Lastly, this Christian Science Monitor article outlines some of the partisan debates on the topic, including noting that some conservatives think the disparity argument is a myth...even though Alan Greenspan argues that this is a national problem that needs addressing:
"Christian Science Monitor Jun 14, 2005
The income gap between the rich and the rest of the US population has become so wide, and is growing so fast, that it might eventually threaten the stability of democratic capitalism itself.
Is that a liberal's talking point? Sure. But it's also a line from the recent public testimony of a champion of the free market: Federal Reserve Chairman Alan Greenspan.
America's powerful central banker hasn't suddenly lurched to the left of Democratic National Committee chief Howard Dean. His solution is better education today to create a flexible workforce for tomorrow - not confiscation of plutocrats' yachts.
But the fact that Mr. Greenspan speaks about this topic at all may show how much the growing concentration of national wealth at the top, combined with the uncertainties of increased globalization, worries economic policymakers as they peer into the future.
"He is the conventional wisdom," says Jared Bernstein, senior economist at the Economic Policy Institute, a liberal think tank. "When I'm arguing with people, I say, 'Even Alan Greenspan....' "
Greenspan's comments at a Joint Economic Committee hearing last week were typical, for him. Asked a leading question by Sen. Jack Reed (D) of Rhode Island, he agreed that over the past two quarters hourly wages have shown few signs of accelerating. Overall employee compensation has gone up - but mostly due to a surge in bonuses and stock-option exercises.
The Fed chief than added that the 80 percent of the workforce represented by nonsupervisory workers has recently seen little, if any, income growth at all. The top 20 percent of supervisory, salaried, and other workers has.
The result of this, said Greenspan, is that the US now has a significant divergence in the fortunes of different groups in its labor market. "As I've often said, this is not the type of thing which a democratic society - a capitalist democratic society - can really accept without addressing," Greenspan told the congressional hearing.

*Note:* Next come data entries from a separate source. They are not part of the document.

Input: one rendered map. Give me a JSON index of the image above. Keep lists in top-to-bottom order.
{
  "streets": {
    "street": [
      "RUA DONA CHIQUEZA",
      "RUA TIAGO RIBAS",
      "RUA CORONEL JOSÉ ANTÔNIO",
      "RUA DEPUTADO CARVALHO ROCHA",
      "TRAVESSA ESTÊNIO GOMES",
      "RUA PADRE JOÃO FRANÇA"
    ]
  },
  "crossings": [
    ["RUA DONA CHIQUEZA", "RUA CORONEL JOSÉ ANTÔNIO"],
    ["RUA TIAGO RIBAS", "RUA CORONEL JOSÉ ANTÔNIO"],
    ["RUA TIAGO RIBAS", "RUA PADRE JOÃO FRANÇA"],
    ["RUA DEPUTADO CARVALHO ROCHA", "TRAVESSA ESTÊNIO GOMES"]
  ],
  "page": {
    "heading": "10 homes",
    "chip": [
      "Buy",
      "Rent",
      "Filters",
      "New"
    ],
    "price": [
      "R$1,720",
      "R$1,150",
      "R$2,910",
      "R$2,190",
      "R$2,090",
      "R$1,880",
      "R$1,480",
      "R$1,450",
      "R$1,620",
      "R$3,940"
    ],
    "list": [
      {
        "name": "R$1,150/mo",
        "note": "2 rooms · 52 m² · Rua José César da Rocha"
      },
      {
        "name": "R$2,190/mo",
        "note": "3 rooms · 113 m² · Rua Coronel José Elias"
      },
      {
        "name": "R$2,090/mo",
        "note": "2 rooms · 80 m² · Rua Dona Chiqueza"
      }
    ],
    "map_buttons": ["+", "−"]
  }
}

The cause of this problem? Education, according to Greenspan. Specifically, high school education. US children test above world average levels at the 4th grade level, he noted. By the 12th grade, they do not. "We have to do something to prevent that from happening," said Greenspan.
So are liberals overjoyed by these words from a man who is the high priest of capitalism? Not really, or at least not entirely.
For one thing, some liberal analysts prefer to focus on the very tip of the income scale, not the top 20 percent. Recent Congressional Budget Office data show that the top 1 percent of the population received 11.4 percent of national after-tax income in 2002, points out Isaac Shapiro of the Center on Budget and Policy Priorities in a new study. That's up from a 7.5 percent share in 1979.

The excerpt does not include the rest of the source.